- [EXERCISE OBJECTIVE]
Look through the entries below for the line that contains "Task: Transcribe the", then set down that line and each one after it exactly, through the last.

- [Saved entries]
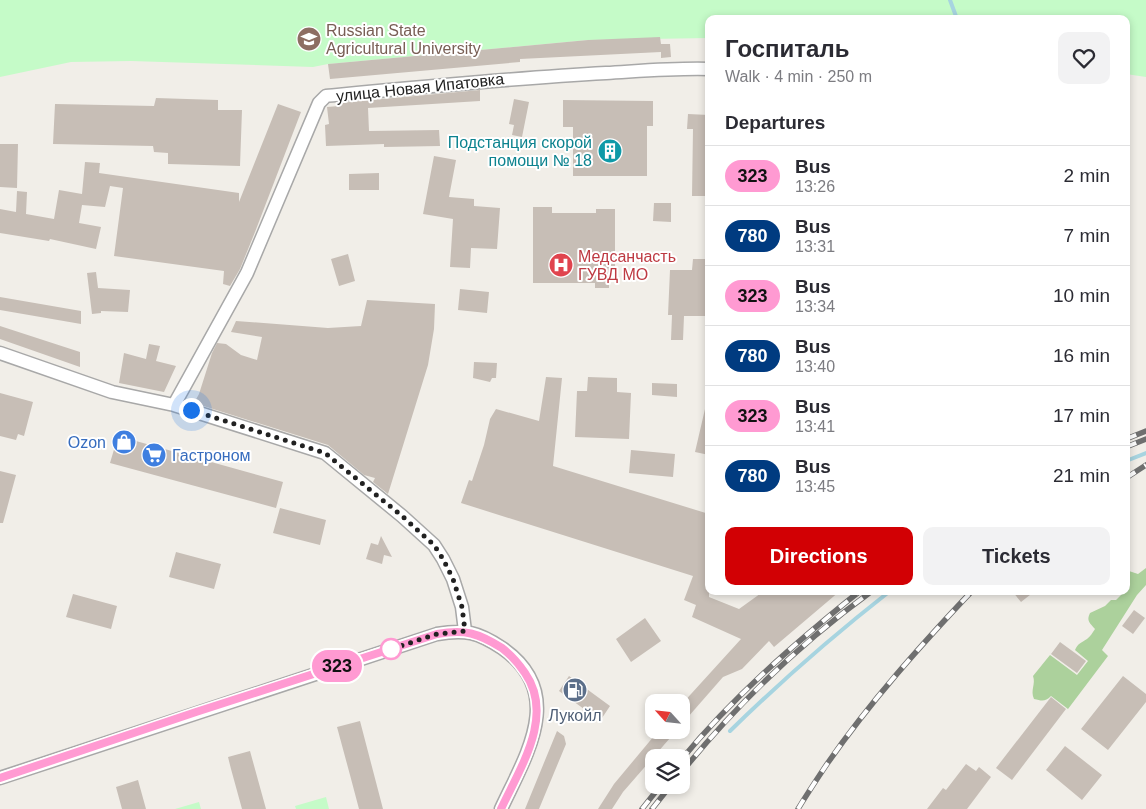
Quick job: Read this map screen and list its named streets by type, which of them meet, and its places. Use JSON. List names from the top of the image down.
{
  "streets": {
    "street": ["улица Новая Ипатовка"]
  },
  "places": {
    "school or university": ["Russian State Agricultural University"],
    "building": ["Подстанция скорой помощи № 18"],
    "hospital": ["Медсанчасть ГУВД МО"],
    "shop": ["Ozon"],
    "supermarket": ["Гастроном"],
    "fuel station": ["Лукойл"]
  },
  "lines": ["bus line 323"],
  "north": "top left",
  "page": {
    "on_map": "323",
    "heading": [
      ["Госпиталь", "Walk · 4 min · 250 m"],
      "Departures"
    ],
    "list": [
      {
        "mark": "323",
        "name": "Bus",
        "note": "13:26",
        "value": "2 min"
      },
      {
        "mark": "780",
        "name": "Bus",
        "note": "13:31",
        "value": "7 min"
      },
      {
        "mark": "323",
        "name": "Bus",
        "note": "13:34",
        "value": "10 min"
      },
      {
        "mark": "780",
        "name": "Bus",
        "note": "13:40",
        "value": "16 min"
      },
      {
        "mark": "323",
        "name": "Bus",
        "note": "13:41",
        "value": "17 min"
      },
      {
        "mark": "780",
        "name": "Bus",
        "note": "13:45",
        "value": "21 min"
      }
    ],
    "buttons": ["Directions", "Tickets"]
  }
}
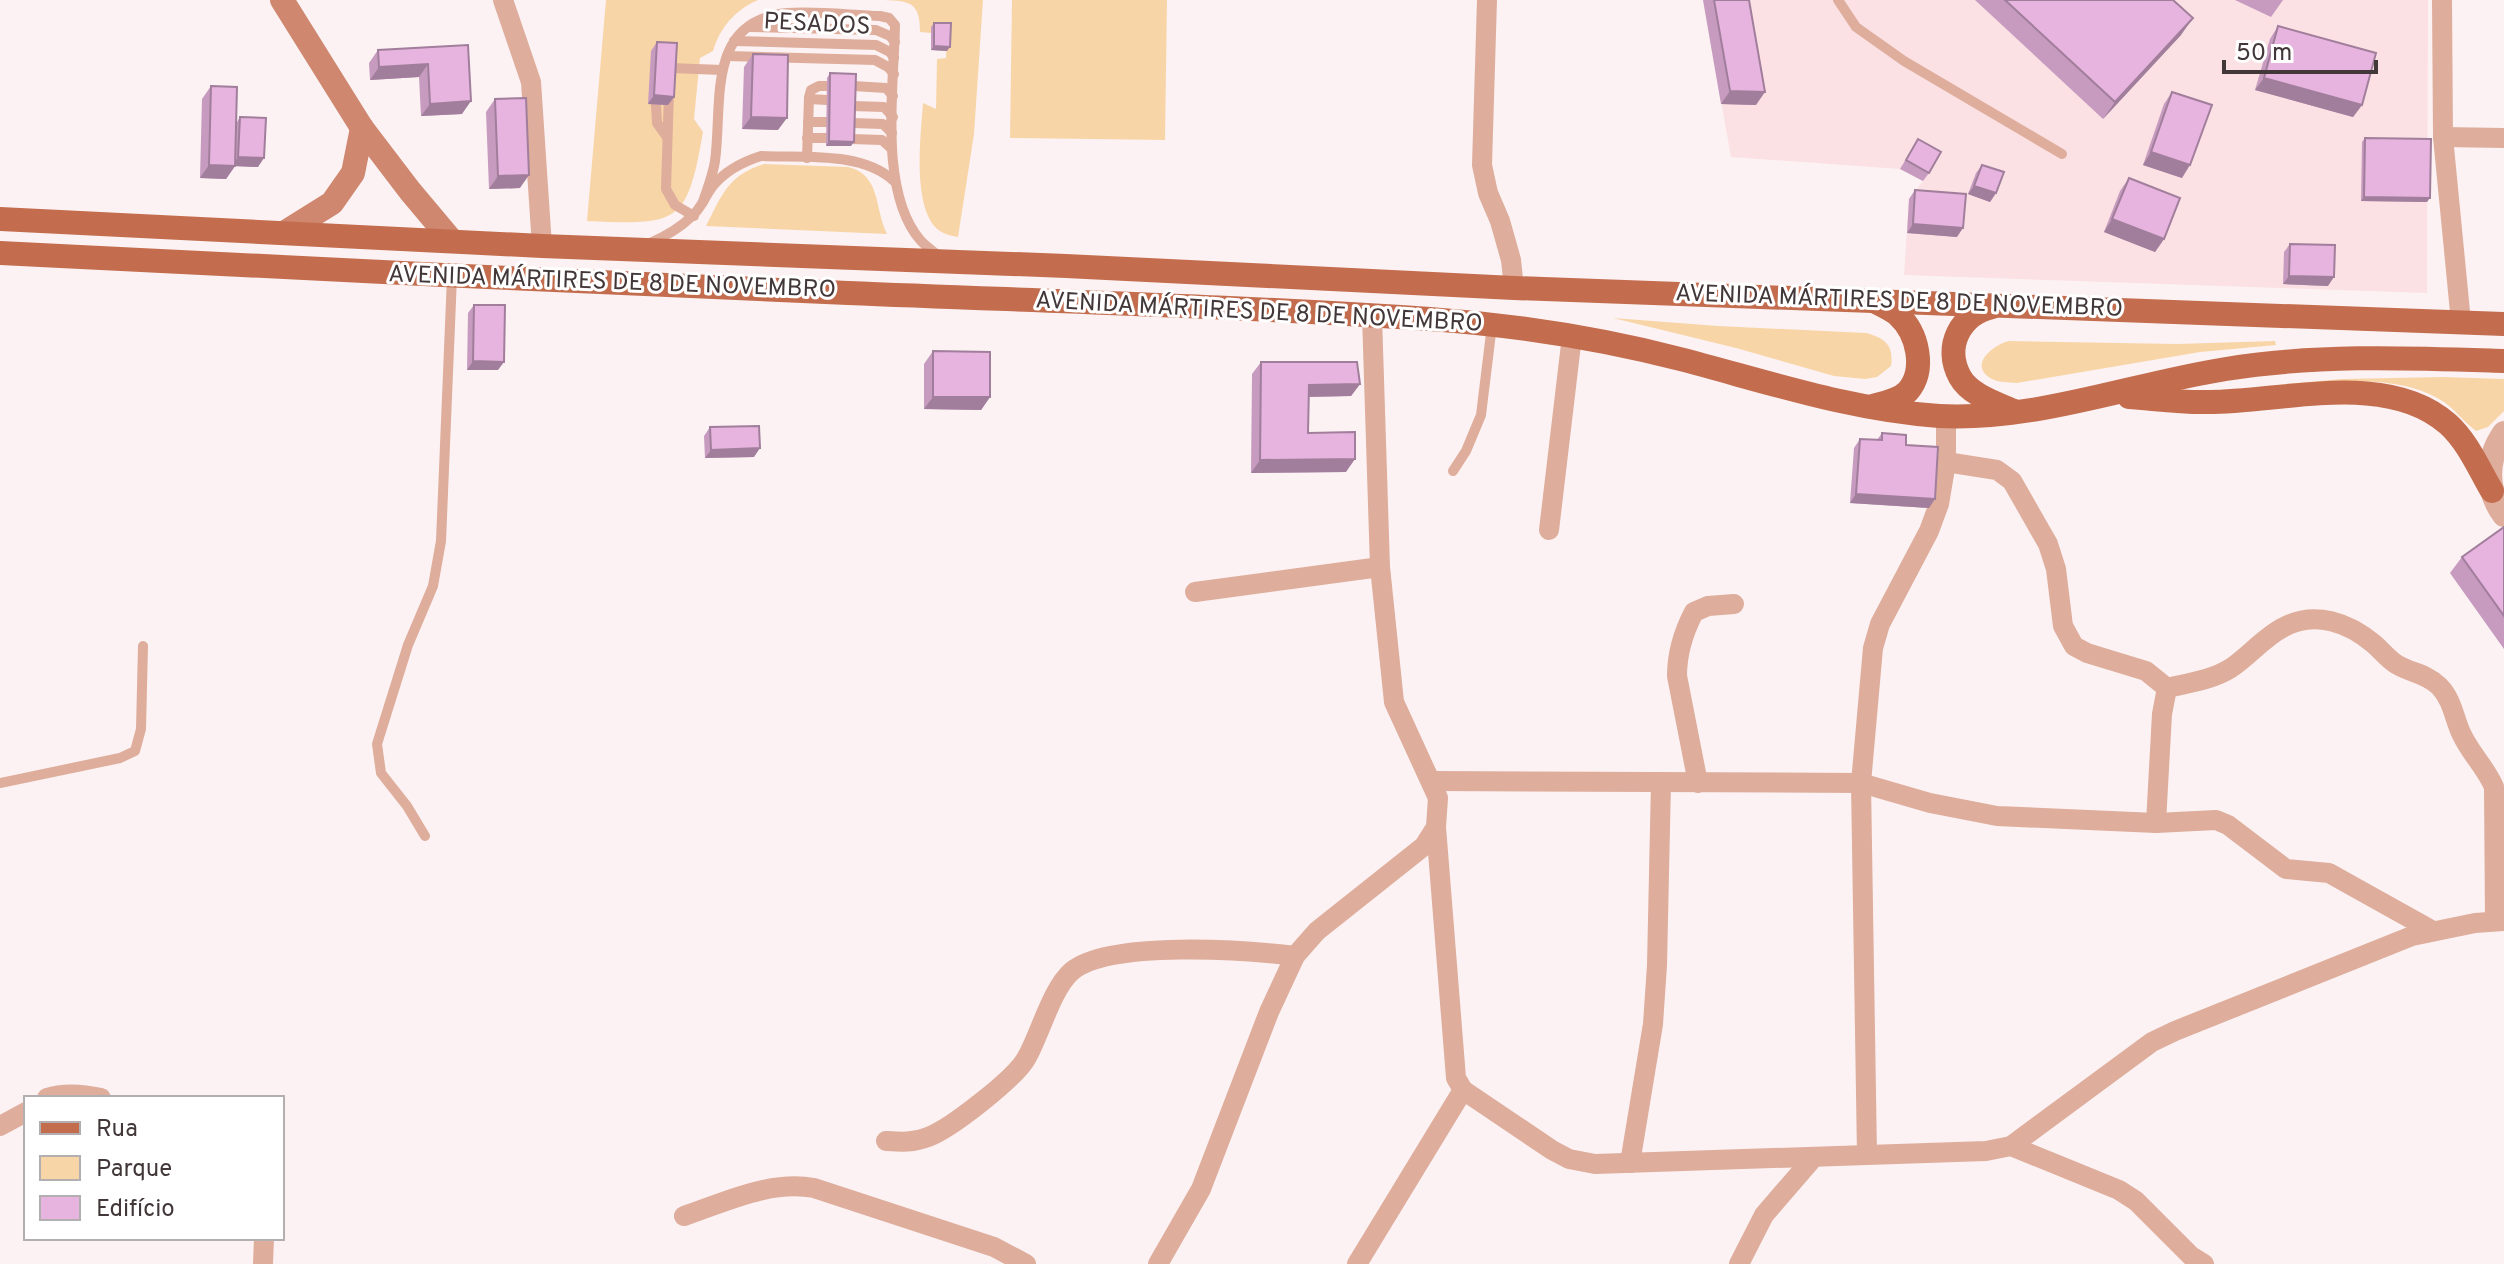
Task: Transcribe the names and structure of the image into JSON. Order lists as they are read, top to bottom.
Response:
{
  "streets": {
    "main road": ["AVENIDA MÁRTIRES DE 8 DE NOVEMBRO"],
    "lane": ["PESADOS"]
  },
  "crossings": [
    ["PESADOS", "AVENIDA MÁRTIRES DE 8 DE NOVEMBRO"]
  ],
  "legend": ["Rua", "Parque", "Edifício"],
  "scale_bar": "50 m"
}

- [COMPLETED TASK]
Task: Transcribe the names and structure of the image into JSON. Order lists as they are read, top to bottom.
Response:
{
  "streets": {
    "main road": ["AVENIDA MÁRTIRES DE 8 DE NOVEMBRO"],
    "lane": ["PESADOS"]
  },
  "crossings": [
    ["PESADOS", "AVENIDA MÁRTIRES DE 8 DE NOVEMBRO"]
  ],
  "legend": ["Rua", "Parque", "Edifício"],
  "scale_bar": "50 m"
}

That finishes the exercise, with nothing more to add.